The civil case filed by the Scott family proceeds at the usual glacial pace of such things. There is, at the moment, no known news as the usual motions, counter motions, and courtroom and paper jousting take place. That there is nothing new to report at this point is neither significant or insignificant. It is simply the way things are done and is to be expected.
As has been my practice in analyzing the Scott--and related--cases, I offer a disclaimer: Most of what appears in these pages is the product of my research--using sources available to the public--and my analysis which is the product of my many years of experience. Therefore, I may be incorrect in ways small and large, and may be unaware of errors for some time. I fully expect that a great deal more will be known when the Scott civil trial begins, and I will, of course, report on that information. But for the time being, I rely on my background and knowledge, and the assistance of readers--including residents of Las Vegas--who might have information that could be helpful. Any factual errors appearing here are inadvertent and will be immediately corrected when better information becomes available. Any opinions expressed, if found to be in error, will likewise be corrected when better information becomes available.
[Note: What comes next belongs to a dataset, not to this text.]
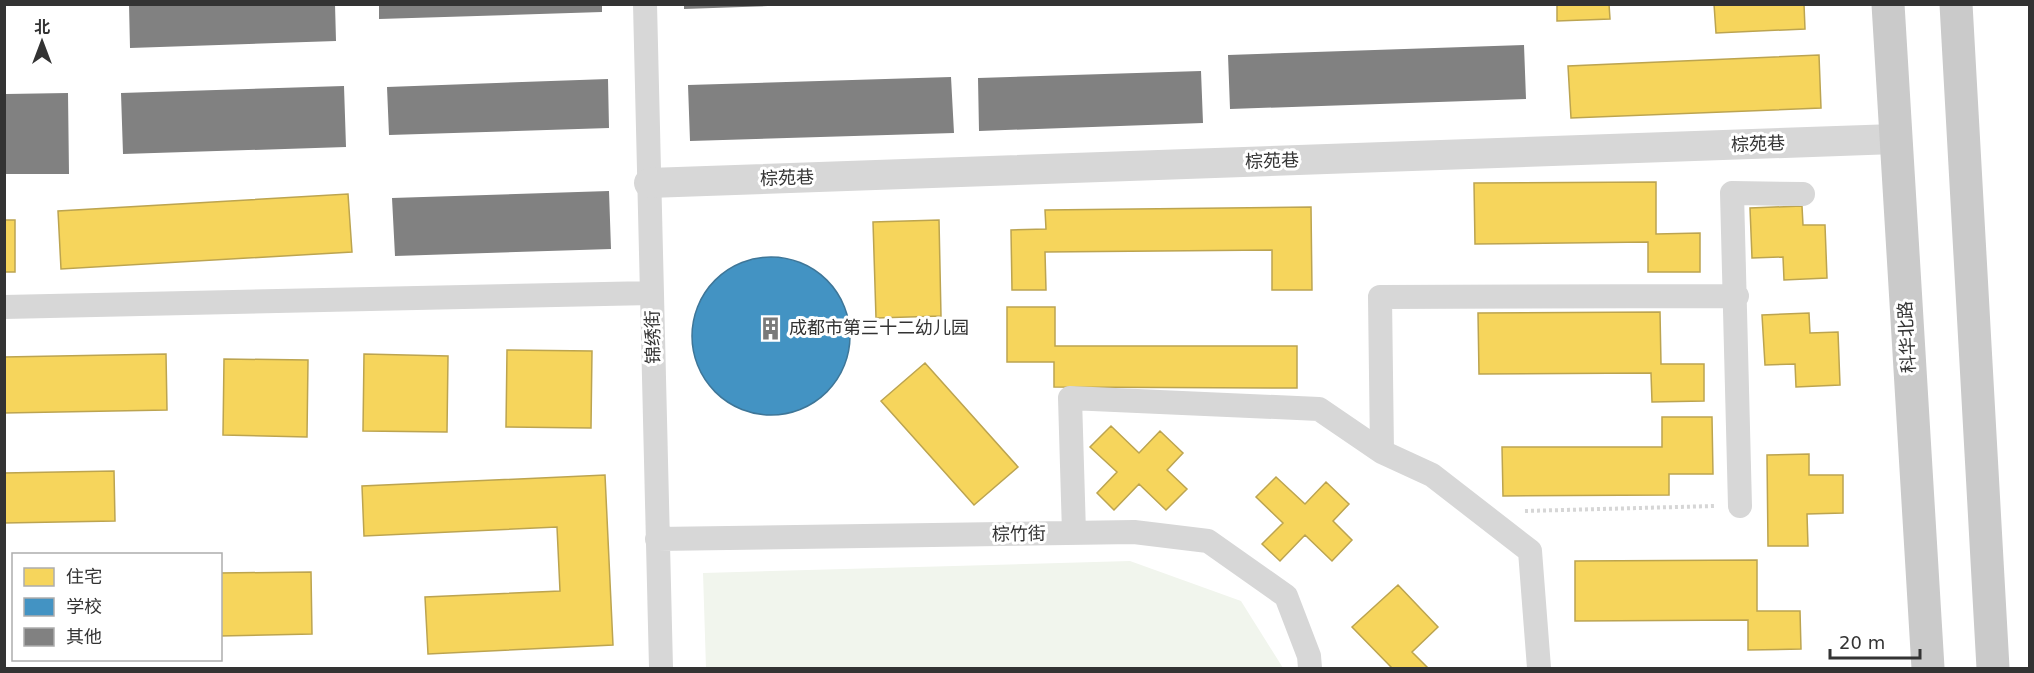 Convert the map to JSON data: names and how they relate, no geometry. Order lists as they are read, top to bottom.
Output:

Here are pertinent sources for those who wish to read them:
For the complete Nevada Revised Statutes relating to trespassing, go here.
For the Las Vegas Review Journal story about an alleged police beating, go here.
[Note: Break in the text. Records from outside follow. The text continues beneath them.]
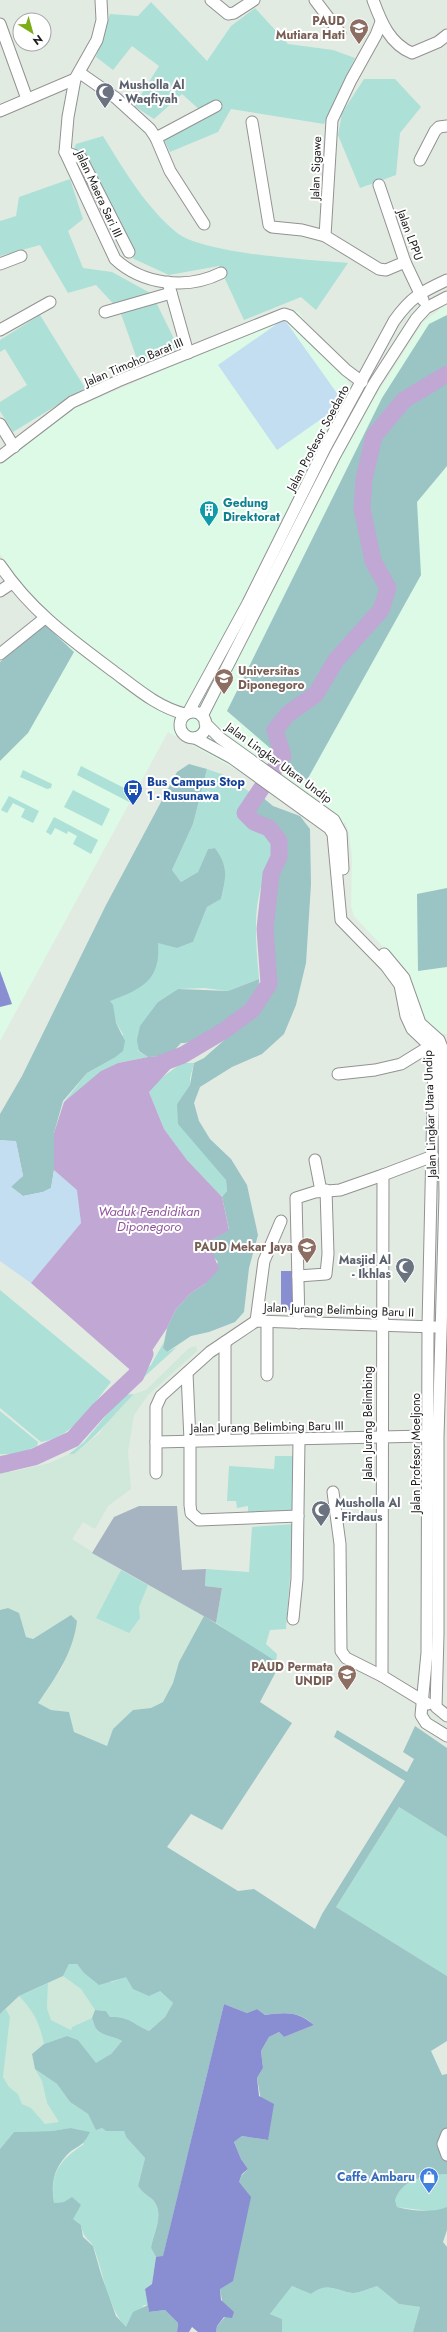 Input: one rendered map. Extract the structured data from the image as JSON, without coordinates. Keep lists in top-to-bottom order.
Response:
{
  "streets": {
    "street": [
      "Jalan Sigawe",
      "Jalan Maera Sari III",
      "Jalan LPPU",
      "Jalan Timoho Barat III",
      "Jalan Profesor Soedarto",
      "Jalan Lingkar Utara Undip",
      "Jalan Jurang Belimbing Baru II",
      "Jalan Jurang Belimbing",
      "Jalan Jurang Belimbing Baru III",
      "Jalan Profesor Moeljono"
    ]
  },
  "crossings": [
    ["Jalan LPPU", "Jalan Profesor Soedarto"],
    ["Jalan Timoho Barat III", "Jalan Profesor Soedarto"],
    ["Jalan Profesor Soedarto", "Jalan Lingkar Utara Undip"],
    ["Jalan Lingkar Utara Undip", "Jalan Jurang Belimbing Baru II"],
    ["Jalan Lingkar Utara Undip", "Jalan Jurang Belimbing Baru III"],
    ["Jalan Lingkar Utara Undip", "Jalan Profesor Moeljono"],
    ["Jalan Jurang Belimbing Baru II", "Jalan Jurang Belimbing"],
    ["Jalan Jurang Belimbing Baru II", "Jalan Jurang Belimbing Baru III"],
    ["Jalan Jurang Belimbing Baru II", "Jalan Profesor Moeljono"],
    ["Jalan Jurang Belimbing", "Jalan Jurang Belimbing Baru III"],
    ["Jalan Jurang Belimbing Baru III", "Jalan Profesor Moeljono"]
  ],
  "water": ["Waduk Pendidikan Diponegoro"],
  "places": {
    "school or university": [
      "PAUD Mutiara Hati",
      "Universitas Diponegoro",
      "PAUD Mekar Jaya",
      "PAUD Permata UNDIP"
    ],
    "mosque": ["Musholla Al - Waqfiyah", "Masjid Al - Ikhlas", "Musholla Al - Firdaus"],
    "building": ["Gedung Direktorat"],
    "bus stop": ["Bus Campus Stop 1 - Rusunawa"],
    "shop": ["Caffe Ambaru"]
  },
  "north": "bottom right"
}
For my Pajamas Media article on police hiring practices and the Obama Department of Justice, go here.
For the Las Vegas Metro Hiring Process, go here.
For the Las Vegas Review Journal update of the Jones taser death, go here.
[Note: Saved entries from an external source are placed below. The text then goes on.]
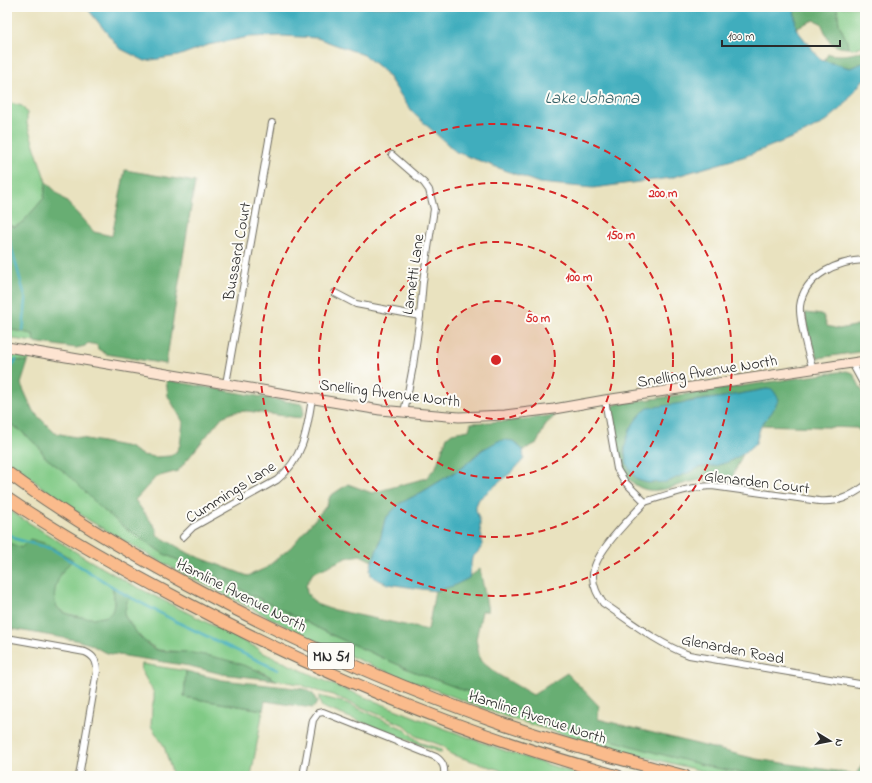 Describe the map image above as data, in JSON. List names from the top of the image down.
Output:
{
  "streets": {
    "highway": ["Hamline Avenue North", "MN 51"],
    "street": [
      "Bussard Court",
      "Lametti Lane",
      "Snelling Avenue North",
      "Glenarden Court",
      "Cummings Lane",
      "Glenarden Road"
    ]
  },
  "crossings": [
    ["Bussard Court", "Snelling Avenue North"],
    ["Lametti Lane", "Snelling Avenue North"],
    ["Snelling Avenue North", "Cummings Lane"],
    ["Glenarden Court", "Glenarden Road"]
  ],
  "water": ["Lake Johanna"],
  "scale_bar": "100 m",
  "north": "right",
  "rings": [
    "200 m",
    "150 m",
    "100 m",
    "50 m"
  ]
}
THE CURIOUS CASE OF THE BEATEN CAMERAMAN:
On Sunday, March 20, 2011 at about 2030, Mitchell Crooks heard police helicopters above his Las Vegas home. Police were answering a nearby burglary call, and noticing several handcuffed suspects on the curb across the street, he walked into his driveway with his new $3500 digital video camera and shot some footage. Not much was happening:
"It seemed totally routine," Crooks said. "I mean, I didn't even care. I wasn't there to record the police."
About an hour later, Crooks noticed Metro officer Derek Collings with several handcuffed suspects in his car, driving in a circle in Crooks’ cul-de-sac. Crooks thought the officer was leaving the area, but he spotlighted Crooks, stopped his car and approached Crooks. At this point, two distinct stories emerge.
CROOKS’ VERSION: Crooks said that Colling “charged” him, shouting "Turn the camera off, turn the camera off! Do you live here?"
Crooks replied: "No. No, I'm just observing." Crooks said that when he said “no,” he was replying to Colling’s command to turn off his camera. "I was never trying to say, 'No, I don't live here,' " Crooks said later. "That's ridiculous. My license with my address on it was in my pocket. I wasn't just going to put my camera down because I know my rights."
Crooks said that within seconds of leaving his patrol car, Colling knocked the camera from his hands and kicked it into the brush. Crooks tried to get his camera, but Colling punched and kicked him at least 50. After being handcuffed, Crooks screamed for help. "He hit me at least a dozen more times in the face to get me to stop screaming," he said. At least one neighbor did hear someone shouting “Somebody help me,” but did not see the incident.
A police sergeant arrived sometime later and crime scene investigators photographed Crooks’ injuries, however apparently none of the police reports mentioned any injuries, despite the fact that paramedics did respond. "They wiped the blood off my face, but that's about it," he said.
The police apparently seized Crook’s camera. Crooks watched Colling try to remove the tape. "I have no idea if it's working, or what it recorded, or where the tape is," Crooks said. "It may have recorded the beating."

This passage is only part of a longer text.